A Chinese family’s divided loyalties are tested in the crucible of war in this dramatic first novel, set in Singapore during WWII, on the eve of the Japanese invasion and occupation.
Loh focuses at first on the family of prosperous businessman and passionate Anglophile Humphrey Lim: his wife Cynthia, who finds relief from her husband’s “infatu[ation] with the idea of Empire” by taking white lovers; daughter Lucy and bookish son Claude (the viewpoint character for most of the story’s major events); and Grandma Siok, a memorable mixture of sharp intelligence and gallows humor, who amuses herself by studying the Chinese strategic classic The Art of War. Somewhat reminiscent of both Paul Scott’s Raj Quartet and J.G. Ballard’s Empire of the Sun, Loh’s subtle narrative exfoliates skillfully, drawing in such other characters as Jack Winchester, Claude’s young English classmate and friend; Australian-born RAF pilot (and double agent) Patrick Heenan; and, most notably, Ling-li Han, a trainee nurse (and, perhaps, also a spy) whose accidental involvement with first Claude, then Jack (when the latter, left behind when his wealthy family escaped to England, suffers a serious leg infection) is eventually shown in its relation to the opening episode, a scene that Loh repeatedly returns to: the torture of political prisoners by the Japanese military.
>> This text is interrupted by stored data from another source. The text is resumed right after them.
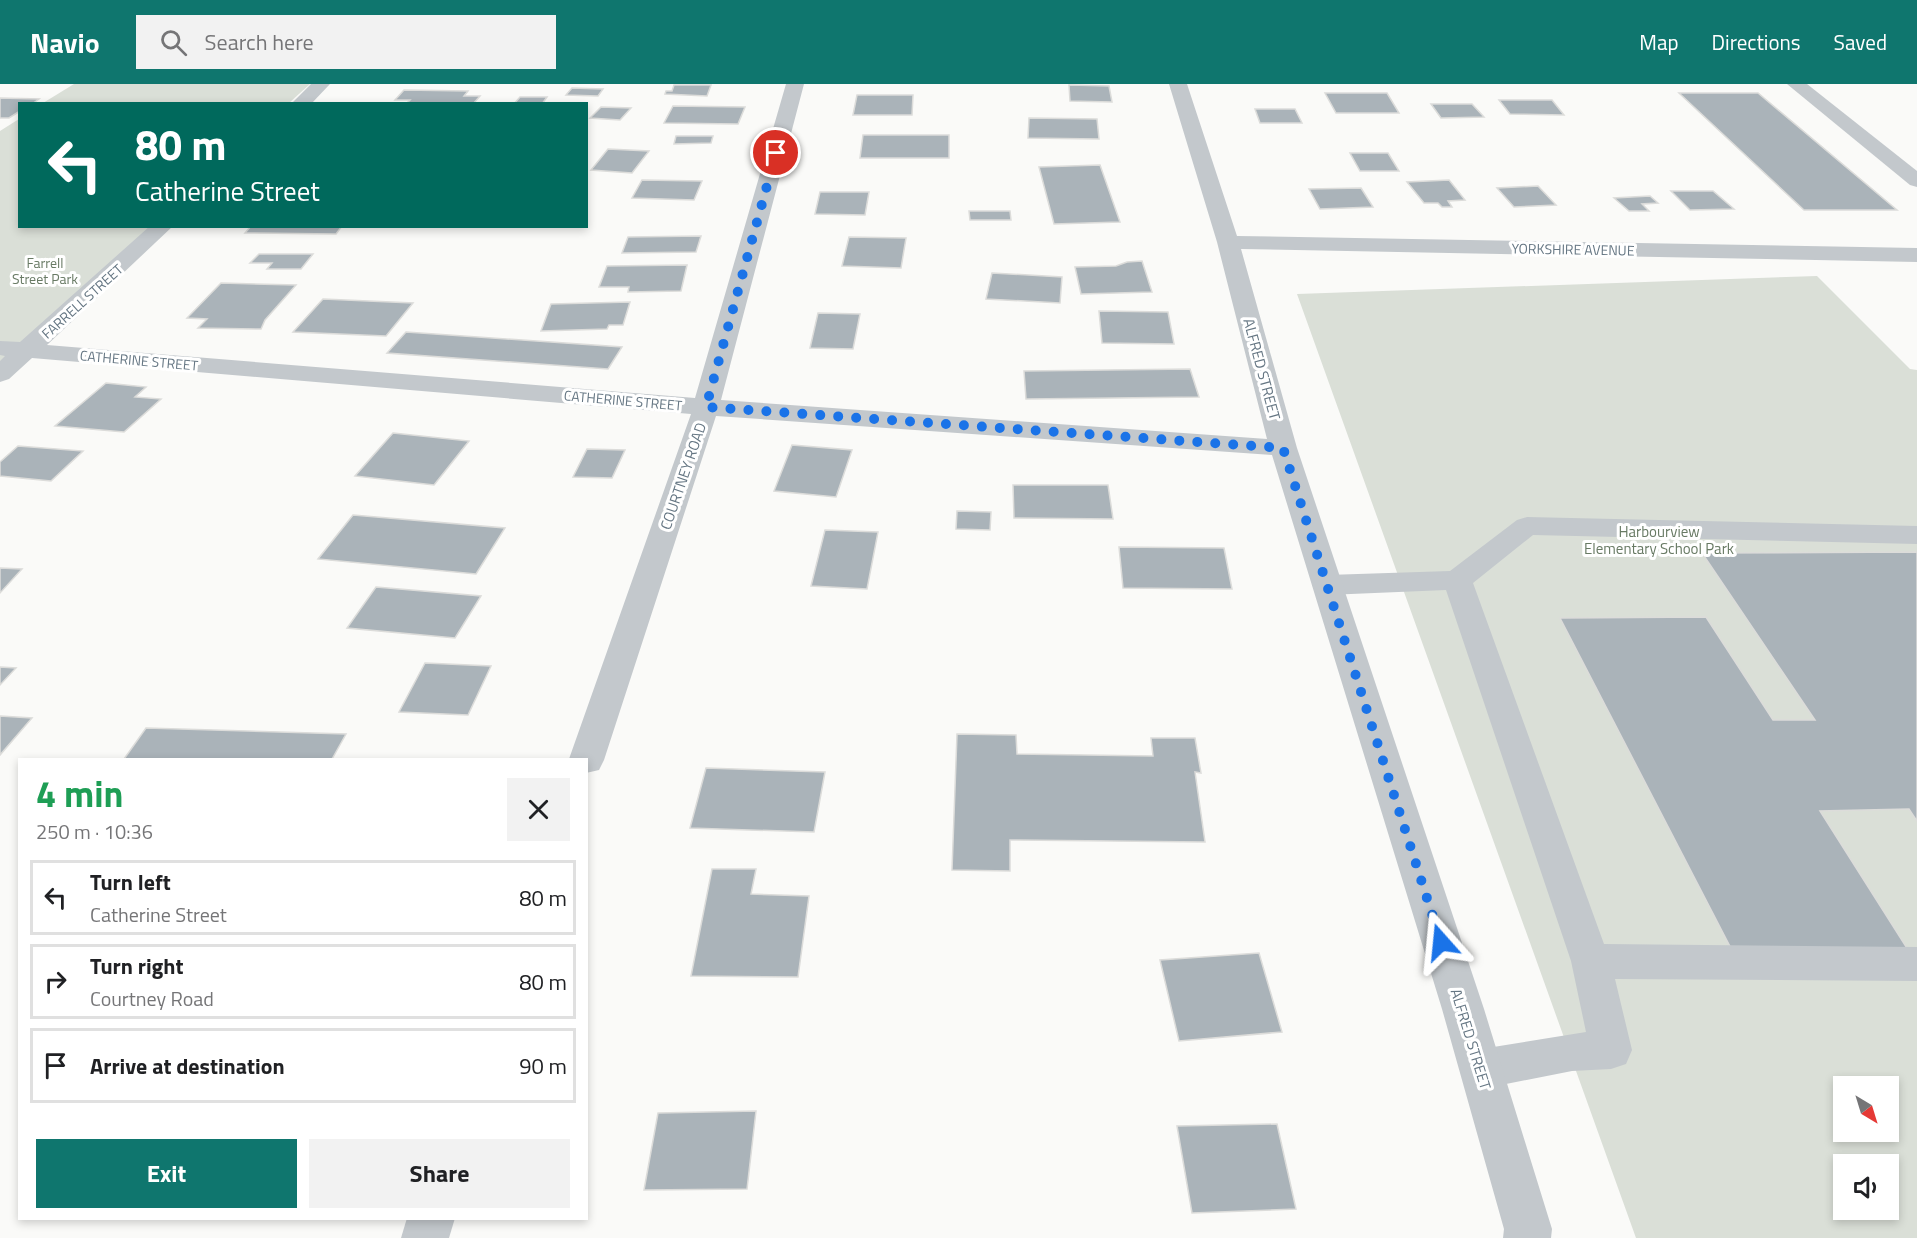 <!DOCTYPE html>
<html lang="en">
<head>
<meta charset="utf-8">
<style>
  body { margin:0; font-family:"Titillium Web",sans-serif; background:#f2f2f2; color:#202124; height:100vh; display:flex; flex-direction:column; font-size:22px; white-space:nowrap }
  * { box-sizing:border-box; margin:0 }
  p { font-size:20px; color:#757577 }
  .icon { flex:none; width:33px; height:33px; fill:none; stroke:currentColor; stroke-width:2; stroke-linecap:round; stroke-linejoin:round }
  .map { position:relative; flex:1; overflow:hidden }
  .drawer { position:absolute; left:18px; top:674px; width:570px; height:462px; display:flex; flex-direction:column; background:#fff; border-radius:0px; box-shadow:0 3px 9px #0003 }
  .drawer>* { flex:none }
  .guide { position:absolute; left:18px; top:18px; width:570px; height:126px; border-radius:0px; box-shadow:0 3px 9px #0003; background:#00695c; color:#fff; overflow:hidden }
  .needle { width:39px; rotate:142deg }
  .buttons { position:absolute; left:1833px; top:992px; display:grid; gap:12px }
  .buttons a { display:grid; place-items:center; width:66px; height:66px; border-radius:0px; background:#fff; box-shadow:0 3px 9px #0003; font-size:30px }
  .pin { position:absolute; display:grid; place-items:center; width:51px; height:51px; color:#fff; margin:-26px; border:3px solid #fff; border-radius:50%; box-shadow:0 2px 6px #0007 }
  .me { position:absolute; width:66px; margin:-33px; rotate:342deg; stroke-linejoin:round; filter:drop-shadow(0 0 4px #0008) }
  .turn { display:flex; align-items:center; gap:21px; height:126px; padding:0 18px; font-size:27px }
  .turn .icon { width:78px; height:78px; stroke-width:2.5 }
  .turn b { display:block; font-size:42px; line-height:51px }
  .round { display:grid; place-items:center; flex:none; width:63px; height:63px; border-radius:0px; background:#f2f2f2 }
  .headline { display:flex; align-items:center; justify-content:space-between; height:102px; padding:0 18px }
  h1 { font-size:36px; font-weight:700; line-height:45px; color:#1e9e55 }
  .button { display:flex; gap:12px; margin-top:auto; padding:12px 18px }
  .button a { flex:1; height:69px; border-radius:0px; background:#0f766e; color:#fff; font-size:24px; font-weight:700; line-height:69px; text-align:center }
  .button a+a { background:#f2f2f2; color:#202124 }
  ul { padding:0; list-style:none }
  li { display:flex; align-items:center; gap:18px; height:75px; margin:0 12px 9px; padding:0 6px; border:3px solid #e0e0e0; border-radius:0px }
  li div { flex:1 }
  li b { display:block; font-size:22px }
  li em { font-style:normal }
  header { display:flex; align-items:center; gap:36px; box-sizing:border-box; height:84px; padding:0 30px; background:#0f766e; color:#fff }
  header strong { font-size:28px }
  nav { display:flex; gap:33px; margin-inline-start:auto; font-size:21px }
  .search { width:420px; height:54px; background:#f2f2f2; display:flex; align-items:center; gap:15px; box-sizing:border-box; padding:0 21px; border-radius:0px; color:#757577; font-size:22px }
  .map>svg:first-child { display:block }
</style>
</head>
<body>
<header>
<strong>Navio</strong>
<div class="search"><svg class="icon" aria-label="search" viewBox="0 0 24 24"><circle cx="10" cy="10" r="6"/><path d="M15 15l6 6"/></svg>Search here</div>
<nav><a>Map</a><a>Directions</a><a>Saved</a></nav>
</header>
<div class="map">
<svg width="1917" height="1154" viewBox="0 0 1917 1154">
  <rect width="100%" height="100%" fill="#fafaf8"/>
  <g fill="#dadfd7" fill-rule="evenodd">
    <path d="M74 0H310L289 19H43Z"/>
    <path d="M19 35 20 142 155 143 0 284V47Z"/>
    <path d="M1817 192 1910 285 1917 286V1154H1636L1297 210ZM1844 1002H1888V1047H1844ZM1844 1080H1888V1125H1844Z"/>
  </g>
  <g fill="#aab3b9" stroke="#dcdcda" stroke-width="1.5">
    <path d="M674 1H711L707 12 665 10 666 7H672Z"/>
    <path d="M1069 1 1109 2 1112 18 1070 17Z"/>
    <path d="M572 4 603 5 598 12 566 11Z"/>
    <path d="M404 6 468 7 464 12H480L473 20H406L410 16H395Z"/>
    <path d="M1325 9H1387L1399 29H1336Z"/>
    <path d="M1679 9H1758L1897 126H1804Z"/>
    <path d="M857 11H913L912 31H853Z"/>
    <path d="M520 13H547L542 20H514Z"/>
    <path d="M0 14 39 15 32 20H20V27L9 34H0Z"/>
    <path d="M1499 16H1552L1564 31 1510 30Z"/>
    <path d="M1431 20H1472L1484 33 1441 34Z"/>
    <path d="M673 22 745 23 738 40 664 39Z"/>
    <path d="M601 23 631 24 620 36 590 34Z"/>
    <path d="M1255 25H1295L1302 39H1260Z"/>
    <path d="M1029 34 1097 35 1099 55 1028 54Z"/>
    <path d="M863 51H949V74H860Z"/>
    <path d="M676 52H713L711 59 674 60Z"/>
    <path d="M608 65 649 67 632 89 591 86Z"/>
    <path d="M1350 69H1388L1399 87H1360Z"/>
    <path d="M1100 81 1120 138 1054 140 1039 83Z"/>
    <path d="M642 96 702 97 694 116 632 114Z"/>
    <path d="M1449 96 1465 116 1448 117 1452 123H1442L1438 119H1424L1407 98Z"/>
    <path d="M1538 102 1556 121 1514 123 1497 104Z"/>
    <path d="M1361 104 1373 123 1320 125 1309 105Z"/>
    <path d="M1671 107H1713L1734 125 1690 126Z"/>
    <path d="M820 108H869L865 131 815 130Z"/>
    <path d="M1650 112 1658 119 1642 120 1649 127H1629L1614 114Z"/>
    <path d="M969 127H1010L1011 136H970Z"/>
    <path d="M251 142H342L336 150 245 149Z"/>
    <path d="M701 152 696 168 622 169 628 153Z"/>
    <path d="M849 153 906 154 901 184 842 182Z"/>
    <path d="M259 170H313L301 185H267L272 179H250Z"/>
    <path d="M1142 177 1152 208 1081 210 1075 183 1116 182 1127 178Z"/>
    <path d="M687 181 681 207 628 208 629 203H599L607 182Z"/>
    <path d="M992 189 1062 193 1060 219 986 215Z"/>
    <path d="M221 199 296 201 265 236 261 245 198 244 207 235 187 234Z"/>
    <path d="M323 215 413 219 386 252 293 248Z"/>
    <path d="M630 218 623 241H609L607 245 541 247 551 220Z"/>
    <path d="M1099 227 1168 228 1174 260 1102 259Z"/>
    <path d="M818 229 860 230 853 265 810 264Z"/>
    <path d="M406 248 622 263 608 285 387 269Z"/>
    <path d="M1190 285 1199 313 1026 315 1024 287Z"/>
    <path d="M106 299 146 303 135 313 161 315 124 348 55 342Z"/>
    <path d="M393 349 469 357 434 401 355 392Z"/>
    <path d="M792 361 852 366 836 413 774 407Z"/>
    <path d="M18 362 83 367 51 397 0 392V378Z"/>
    <path d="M587 365 625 366 612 394 573 393Z"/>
    <path d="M1013 401H1108L1113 435 1014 434Z"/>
    <path d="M957 427 991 428 990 446 956 445Z"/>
    <path d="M353 431 505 444 476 490 318 475Z"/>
    <path d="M825 446 878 448 867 505 811 502Z"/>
    <path d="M1119 463 1224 464 1232 505 1123 504Z"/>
    <path d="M1917 468V737L1909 725 1820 727 1912 872 1736 874 1560 534 1706 533 1773 636H1815L1702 469Z"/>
    <path d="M0 484 22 485 0 509Z"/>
    <path d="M376 503 481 512 455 554 347 544Z"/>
    <path d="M425 579 491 582 468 631 399 628Z"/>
    <path d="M0 583 16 584 0 601Z"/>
    <path d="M0 632 32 634 0 671Z"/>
    <path d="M146 644 346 650 332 675H124Z"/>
    <path d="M957 650 1016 651 1017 670 1153 672 1151 654H1195L1201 689 1195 688 1205 758 1010 756V787L952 786Z"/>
    <path d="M706 684 825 688 814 748 690 744Z"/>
    <path d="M712 785H756L751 810 809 812 798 893 691 892Z"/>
    <path d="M1259 869 1282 948 1179 957 1160 876Z"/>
    <path d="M756 1027 747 1105 644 1106 658 1029Z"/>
    <path d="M1277 1040 1296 1125 1192 1129 1177 1042Z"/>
  </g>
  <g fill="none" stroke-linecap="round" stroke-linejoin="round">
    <path fill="#c3c8cc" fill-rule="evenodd" d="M1527 433 1917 442V460L1533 451 1473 499 1604 860 1917 863V897L1615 895 1632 966 1626 980 1611 985 1572 987 1481 1005 1466 999 1460 985 1466 971 1481 965 1586 948 1571 877 1446 506 1327 511 1317 508 1312 501 1317 494 1327 491 1450 487 1517 436Z"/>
    <g fill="#c3c8cc" fill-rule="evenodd">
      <path d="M311 0H330L311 20H291Z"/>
      <path d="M786 0H804L721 316 1267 355 1217 158 1169 0H1187L1237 152 1917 164V178L1241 165 1297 364 1484 925 1552 1145 1551 1154H1503L1504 1145 1442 925 1272 371 716 332 604 676 599 686 586 689V675H569L691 330 32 274 9 295 0 298V277L5 272 0 271V257L20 258 150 142H173L47 261 695 314Z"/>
      <path d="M1787 0H1807L1917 87V103L1910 101Z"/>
      <path d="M407 1134H455L449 1154H401Z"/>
    </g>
  </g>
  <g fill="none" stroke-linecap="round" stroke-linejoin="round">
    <path stroke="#1a73e8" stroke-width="10" stroke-dasharray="0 18" d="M776 69 706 323 1283 364 1441 858"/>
  </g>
  <g text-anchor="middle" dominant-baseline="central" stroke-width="6" stroke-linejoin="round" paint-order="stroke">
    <g font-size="14" fill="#657683" stroke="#fff">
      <text transform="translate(1573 165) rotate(1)">YORKSHIRE AVENUE</text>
      <text transform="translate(82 217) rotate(-42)">FARRELL STREET</text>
      <text transform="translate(139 276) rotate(5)">CATHERINE STREET</text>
      <text transform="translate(623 316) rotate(5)">CATHERINE STREET</text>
    </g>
    <g font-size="14" fill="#687a64" stroke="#fff">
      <text x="45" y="178">Farrell<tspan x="45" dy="16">Street Park</tspan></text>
    </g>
    <g font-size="15" fill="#657683" stroke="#fff">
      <text transform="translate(1262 285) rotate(75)">ALFRED STREET</text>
      <text transform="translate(683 392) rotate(-71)">COURTNEY ROAD</text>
      <text transform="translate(1471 955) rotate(73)">ALFRED STREET</text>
    </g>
    <g font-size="15" fill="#687a64" stroke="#fff">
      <text x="1659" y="447">Harbourview<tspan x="1659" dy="17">Elementary School Park</tspan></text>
    </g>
  </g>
</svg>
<div class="buttons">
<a><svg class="needle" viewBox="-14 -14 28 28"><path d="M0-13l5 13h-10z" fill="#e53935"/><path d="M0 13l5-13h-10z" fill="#757577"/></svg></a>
<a><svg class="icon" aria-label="sound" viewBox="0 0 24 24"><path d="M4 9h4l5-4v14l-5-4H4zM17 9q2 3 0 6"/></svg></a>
</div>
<div class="pin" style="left:776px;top:69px;background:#d93025"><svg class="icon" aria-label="arrive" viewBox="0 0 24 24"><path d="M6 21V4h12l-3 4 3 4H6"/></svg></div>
<svg class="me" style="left:1441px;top:858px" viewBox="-20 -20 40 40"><path d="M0-17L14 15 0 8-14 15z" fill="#1a73e8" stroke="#fff" stroke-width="4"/></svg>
<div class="guide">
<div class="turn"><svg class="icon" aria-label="left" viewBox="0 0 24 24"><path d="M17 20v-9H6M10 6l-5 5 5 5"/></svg><div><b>80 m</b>Catherine Street</div></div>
</div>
<section class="drawer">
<div class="headline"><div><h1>4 min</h1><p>250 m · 10:36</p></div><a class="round"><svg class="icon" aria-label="close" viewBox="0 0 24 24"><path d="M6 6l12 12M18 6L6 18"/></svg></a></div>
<ul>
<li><svg class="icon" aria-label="left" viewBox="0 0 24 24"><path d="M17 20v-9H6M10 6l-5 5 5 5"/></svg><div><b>Turn left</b><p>Catherine Street</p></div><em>80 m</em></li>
<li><svg class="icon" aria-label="right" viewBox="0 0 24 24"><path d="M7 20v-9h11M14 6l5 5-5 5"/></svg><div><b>Turn right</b><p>Courtney Road</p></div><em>80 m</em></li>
<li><svg class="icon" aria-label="arrive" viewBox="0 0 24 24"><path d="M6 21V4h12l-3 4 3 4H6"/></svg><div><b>Arrive at destination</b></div><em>90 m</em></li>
</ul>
<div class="button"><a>Exit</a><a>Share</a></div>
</section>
</div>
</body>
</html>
Much of the narrative reads like an exotic fever dream in which Loh’s characters scramble for safety and shuffle commitments and allegiances, endangered everywhere, belonging nowhere. “The Employment of Secret Agents” by all factions influences a fluidity of identity that’s stunningly embodied in Claude’s boyhood request that Grandma Siok teach him the Chinese language his father has rejected—and his resumption of this ambition in the scorching closing pages (wherein the meaning of Loh’s brilliant title is fully revealed).
One of the most ambitious and accomplished debut novels in recent memory.